Each line of the material holding the word "active" must be identified and copied.

___ DATA UNDER STUDY ___

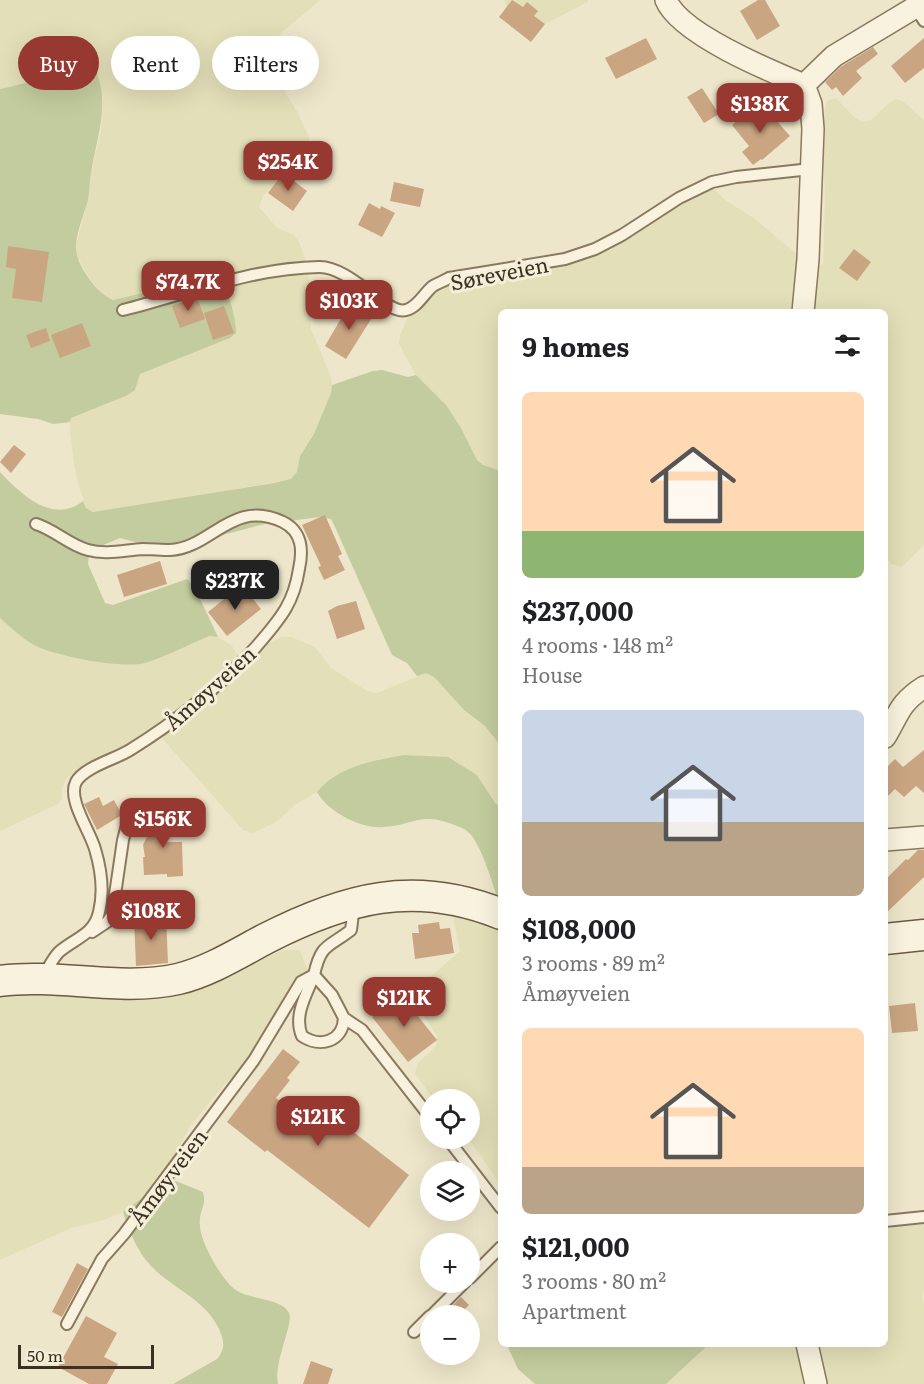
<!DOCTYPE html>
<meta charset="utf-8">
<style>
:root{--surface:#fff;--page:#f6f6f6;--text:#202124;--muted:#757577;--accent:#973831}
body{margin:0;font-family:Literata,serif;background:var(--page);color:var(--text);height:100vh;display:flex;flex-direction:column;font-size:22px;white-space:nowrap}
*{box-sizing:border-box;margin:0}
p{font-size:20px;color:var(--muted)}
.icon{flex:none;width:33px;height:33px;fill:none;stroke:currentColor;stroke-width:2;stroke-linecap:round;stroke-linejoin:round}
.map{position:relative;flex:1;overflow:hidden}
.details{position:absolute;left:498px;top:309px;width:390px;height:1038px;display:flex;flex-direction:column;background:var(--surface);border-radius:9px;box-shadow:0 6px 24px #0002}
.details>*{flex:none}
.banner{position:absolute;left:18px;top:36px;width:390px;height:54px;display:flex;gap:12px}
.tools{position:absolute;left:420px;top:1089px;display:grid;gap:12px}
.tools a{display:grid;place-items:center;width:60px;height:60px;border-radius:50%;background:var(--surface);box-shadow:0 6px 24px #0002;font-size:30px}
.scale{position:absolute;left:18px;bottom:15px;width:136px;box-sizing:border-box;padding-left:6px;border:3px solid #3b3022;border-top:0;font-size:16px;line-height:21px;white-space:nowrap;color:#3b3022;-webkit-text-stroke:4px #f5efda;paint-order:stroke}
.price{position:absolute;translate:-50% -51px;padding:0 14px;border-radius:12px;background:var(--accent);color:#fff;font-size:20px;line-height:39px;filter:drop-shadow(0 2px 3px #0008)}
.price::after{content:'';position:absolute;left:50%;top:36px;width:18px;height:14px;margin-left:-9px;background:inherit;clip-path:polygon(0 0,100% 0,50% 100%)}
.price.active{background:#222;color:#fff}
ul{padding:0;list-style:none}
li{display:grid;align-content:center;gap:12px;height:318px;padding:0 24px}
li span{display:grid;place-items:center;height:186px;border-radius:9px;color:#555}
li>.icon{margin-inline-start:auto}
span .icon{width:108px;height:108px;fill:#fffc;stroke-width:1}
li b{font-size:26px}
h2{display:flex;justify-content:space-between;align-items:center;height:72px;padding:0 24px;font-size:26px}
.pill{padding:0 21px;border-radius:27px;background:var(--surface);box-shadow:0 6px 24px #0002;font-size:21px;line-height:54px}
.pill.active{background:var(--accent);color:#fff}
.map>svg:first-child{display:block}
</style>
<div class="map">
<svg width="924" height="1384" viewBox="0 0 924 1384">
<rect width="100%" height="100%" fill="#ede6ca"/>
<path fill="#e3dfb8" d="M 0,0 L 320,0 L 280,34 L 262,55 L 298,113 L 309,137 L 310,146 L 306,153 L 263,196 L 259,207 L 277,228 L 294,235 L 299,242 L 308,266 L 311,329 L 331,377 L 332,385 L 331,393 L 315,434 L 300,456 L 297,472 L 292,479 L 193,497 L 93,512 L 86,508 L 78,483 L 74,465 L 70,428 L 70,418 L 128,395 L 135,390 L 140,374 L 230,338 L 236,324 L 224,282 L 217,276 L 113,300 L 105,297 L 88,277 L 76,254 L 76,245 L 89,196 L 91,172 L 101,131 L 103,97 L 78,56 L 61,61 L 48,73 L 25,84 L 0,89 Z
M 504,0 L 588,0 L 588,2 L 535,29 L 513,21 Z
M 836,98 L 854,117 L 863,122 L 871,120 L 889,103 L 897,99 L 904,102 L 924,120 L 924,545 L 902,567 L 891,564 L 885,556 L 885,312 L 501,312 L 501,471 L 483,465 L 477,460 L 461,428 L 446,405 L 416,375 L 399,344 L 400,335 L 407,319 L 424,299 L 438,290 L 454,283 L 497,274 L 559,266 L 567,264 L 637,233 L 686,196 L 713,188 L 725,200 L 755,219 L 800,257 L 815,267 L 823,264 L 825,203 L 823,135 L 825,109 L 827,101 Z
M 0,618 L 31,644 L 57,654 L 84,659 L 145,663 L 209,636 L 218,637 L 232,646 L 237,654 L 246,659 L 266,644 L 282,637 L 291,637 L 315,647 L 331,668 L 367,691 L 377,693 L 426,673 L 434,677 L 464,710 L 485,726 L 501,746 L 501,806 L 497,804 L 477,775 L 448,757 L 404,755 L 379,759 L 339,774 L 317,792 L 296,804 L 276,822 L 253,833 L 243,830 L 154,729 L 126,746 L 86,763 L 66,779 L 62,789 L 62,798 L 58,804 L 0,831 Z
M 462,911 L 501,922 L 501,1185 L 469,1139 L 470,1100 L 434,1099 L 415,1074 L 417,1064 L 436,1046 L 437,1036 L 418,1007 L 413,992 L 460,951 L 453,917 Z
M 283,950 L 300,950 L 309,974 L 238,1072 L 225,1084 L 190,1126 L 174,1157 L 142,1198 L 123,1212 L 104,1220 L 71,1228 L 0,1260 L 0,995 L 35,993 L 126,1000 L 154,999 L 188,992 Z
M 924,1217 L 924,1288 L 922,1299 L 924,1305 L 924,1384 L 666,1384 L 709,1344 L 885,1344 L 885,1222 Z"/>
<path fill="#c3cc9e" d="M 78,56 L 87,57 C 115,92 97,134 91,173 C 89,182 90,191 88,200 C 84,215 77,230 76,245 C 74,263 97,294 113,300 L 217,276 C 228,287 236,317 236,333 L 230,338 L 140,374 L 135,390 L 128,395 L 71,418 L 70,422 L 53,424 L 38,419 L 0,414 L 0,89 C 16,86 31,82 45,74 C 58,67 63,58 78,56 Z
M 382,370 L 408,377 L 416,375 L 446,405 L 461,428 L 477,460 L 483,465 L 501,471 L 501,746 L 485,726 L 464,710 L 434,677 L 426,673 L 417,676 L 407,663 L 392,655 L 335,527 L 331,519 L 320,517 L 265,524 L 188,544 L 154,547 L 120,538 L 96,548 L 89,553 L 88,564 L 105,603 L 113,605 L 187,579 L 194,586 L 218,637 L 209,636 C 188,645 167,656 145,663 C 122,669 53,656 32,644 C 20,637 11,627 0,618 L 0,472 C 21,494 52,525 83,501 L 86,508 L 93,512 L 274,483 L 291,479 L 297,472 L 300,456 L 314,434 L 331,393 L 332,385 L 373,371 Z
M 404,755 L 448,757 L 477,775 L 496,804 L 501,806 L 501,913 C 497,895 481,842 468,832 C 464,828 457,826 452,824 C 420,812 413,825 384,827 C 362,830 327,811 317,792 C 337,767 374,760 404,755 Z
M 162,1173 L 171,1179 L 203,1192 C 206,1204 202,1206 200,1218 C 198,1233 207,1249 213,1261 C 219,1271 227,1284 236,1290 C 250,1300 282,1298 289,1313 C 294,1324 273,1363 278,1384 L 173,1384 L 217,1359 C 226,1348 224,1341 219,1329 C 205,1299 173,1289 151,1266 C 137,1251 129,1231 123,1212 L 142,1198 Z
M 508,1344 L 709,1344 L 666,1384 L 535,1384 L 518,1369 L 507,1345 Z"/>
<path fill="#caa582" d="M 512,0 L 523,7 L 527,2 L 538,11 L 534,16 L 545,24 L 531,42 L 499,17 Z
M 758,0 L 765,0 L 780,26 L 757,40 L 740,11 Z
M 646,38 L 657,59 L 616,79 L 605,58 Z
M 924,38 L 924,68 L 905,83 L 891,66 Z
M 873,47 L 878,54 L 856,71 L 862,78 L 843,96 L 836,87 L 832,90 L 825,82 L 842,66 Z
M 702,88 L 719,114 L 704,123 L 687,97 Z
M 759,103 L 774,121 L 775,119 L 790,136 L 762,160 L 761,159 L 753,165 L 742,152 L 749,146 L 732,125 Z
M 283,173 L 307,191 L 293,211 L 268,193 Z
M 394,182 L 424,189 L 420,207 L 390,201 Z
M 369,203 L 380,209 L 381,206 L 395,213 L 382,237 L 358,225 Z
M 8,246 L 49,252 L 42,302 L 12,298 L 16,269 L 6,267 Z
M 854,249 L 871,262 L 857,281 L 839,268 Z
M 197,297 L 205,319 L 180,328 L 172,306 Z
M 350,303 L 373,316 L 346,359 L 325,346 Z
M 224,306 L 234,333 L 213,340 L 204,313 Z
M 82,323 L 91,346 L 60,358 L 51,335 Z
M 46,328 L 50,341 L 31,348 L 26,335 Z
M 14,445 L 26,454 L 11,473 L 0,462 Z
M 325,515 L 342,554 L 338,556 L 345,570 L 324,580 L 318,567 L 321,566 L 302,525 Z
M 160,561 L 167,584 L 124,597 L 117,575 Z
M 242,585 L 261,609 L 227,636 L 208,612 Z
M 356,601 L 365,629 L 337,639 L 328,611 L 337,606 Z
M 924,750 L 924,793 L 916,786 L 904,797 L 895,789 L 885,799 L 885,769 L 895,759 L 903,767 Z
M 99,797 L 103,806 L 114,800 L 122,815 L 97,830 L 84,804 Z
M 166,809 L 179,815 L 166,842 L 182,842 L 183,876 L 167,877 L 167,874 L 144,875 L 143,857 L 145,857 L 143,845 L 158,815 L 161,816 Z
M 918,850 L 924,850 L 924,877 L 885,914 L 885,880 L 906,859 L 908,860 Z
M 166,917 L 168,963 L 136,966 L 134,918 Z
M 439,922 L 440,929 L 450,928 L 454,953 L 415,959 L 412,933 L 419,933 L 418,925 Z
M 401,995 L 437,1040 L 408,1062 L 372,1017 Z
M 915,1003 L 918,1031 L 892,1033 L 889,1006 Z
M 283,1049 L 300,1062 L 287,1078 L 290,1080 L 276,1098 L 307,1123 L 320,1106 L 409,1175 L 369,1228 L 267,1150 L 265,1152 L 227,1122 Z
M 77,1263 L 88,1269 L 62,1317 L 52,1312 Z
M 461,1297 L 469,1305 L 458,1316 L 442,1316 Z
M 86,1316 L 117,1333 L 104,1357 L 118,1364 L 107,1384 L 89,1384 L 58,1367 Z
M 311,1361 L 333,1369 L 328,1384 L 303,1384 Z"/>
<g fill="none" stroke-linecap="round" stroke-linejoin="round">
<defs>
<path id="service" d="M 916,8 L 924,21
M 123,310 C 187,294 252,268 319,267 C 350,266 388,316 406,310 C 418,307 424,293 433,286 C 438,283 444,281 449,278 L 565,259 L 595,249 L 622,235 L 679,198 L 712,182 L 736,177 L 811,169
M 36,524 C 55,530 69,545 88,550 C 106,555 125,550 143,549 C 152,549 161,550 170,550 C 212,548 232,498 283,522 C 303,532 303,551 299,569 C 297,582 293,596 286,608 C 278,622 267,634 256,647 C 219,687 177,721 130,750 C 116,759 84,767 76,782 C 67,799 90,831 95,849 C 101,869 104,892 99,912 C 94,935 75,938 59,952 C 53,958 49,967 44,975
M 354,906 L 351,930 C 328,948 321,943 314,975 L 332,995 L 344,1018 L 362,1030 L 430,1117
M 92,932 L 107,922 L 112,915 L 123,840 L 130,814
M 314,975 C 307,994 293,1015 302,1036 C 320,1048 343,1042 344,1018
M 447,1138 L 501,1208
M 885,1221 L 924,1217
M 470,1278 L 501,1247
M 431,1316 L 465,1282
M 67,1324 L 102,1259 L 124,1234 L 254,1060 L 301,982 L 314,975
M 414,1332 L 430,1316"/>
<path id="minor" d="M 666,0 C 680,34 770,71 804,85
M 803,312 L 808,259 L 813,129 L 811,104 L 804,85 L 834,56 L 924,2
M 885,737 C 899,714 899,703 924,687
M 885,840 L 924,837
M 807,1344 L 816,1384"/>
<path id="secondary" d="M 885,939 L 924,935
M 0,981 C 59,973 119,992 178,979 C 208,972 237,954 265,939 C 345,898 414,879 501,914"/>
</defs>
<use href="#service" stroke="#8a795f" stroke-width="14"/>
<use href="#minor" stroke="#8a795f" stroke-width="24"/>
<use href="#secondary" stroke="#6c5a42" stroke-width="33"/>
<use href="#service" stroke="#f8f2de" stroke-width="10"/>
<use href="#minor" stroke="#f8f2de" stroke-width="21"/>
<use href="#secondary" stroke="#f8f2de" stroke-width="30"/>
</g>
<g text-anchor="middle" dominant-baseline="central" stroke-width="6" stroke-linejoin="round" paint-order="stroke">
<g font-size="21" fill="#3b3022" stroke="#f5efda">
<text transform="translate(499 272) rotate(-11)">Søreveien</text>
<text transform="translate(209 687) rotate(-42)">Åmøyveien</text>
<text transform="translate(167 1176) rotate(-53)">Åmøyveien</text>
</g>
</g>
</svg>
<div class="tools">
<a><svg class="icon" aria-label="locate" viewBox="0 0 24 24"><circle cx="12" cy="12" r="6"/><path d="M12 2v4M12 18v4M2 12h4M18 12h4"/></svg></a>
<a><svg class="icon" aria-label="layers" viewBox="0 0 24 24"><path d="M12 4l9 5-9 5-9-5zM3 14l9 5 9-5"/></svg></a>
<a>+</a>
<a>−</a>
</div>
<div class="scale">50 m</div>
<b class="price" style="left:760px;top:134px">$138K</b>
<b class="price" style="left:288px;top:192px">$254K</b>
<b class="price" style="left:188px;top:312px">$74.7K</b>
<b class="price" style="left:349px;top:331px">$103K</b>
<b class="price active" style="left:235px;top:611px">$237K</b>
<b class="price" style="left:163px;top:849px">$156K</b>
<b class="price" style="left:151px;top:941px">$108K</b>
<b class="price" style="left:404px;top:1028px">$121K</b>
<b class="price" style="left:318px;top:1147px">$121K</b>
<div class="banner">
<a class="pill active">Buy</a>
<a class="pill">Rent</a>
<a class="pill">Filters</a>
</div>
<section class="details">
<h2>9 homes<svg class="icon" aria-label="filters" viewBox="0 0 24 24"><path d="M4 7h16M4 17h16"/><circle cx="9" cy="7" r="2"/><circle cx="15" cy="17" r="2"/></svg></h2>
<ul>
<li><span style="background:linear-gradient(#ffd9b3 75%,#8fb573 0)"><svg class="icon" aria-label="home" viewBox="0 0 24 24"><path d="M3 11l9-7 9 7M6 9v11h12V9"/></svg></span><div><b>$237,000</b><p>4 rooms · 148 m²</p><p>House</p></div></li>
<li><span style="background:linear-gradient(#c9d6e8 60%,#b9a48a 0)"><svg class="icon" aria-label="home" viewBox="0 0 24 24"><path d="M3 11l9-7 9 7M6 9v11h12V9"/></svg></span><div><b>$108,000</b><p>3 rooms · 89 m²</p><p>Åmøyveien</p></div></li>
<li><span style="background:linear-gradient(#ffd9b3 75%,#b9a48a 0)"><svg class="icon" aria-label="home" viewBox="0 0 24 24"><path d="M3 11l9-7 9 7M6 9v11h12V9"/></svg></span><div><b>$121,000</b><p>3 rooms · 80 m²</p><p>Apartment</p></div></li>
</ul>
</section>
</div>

___

**RESPONSE TO THE EXERCISE**
.price.active{background:#222;color:#fff}
.pill.active{background:var(--accent);color:#fff}
<b class="price active" style="left:235px;top:611px">$237K</b>
<a class="pill active">Buy</a>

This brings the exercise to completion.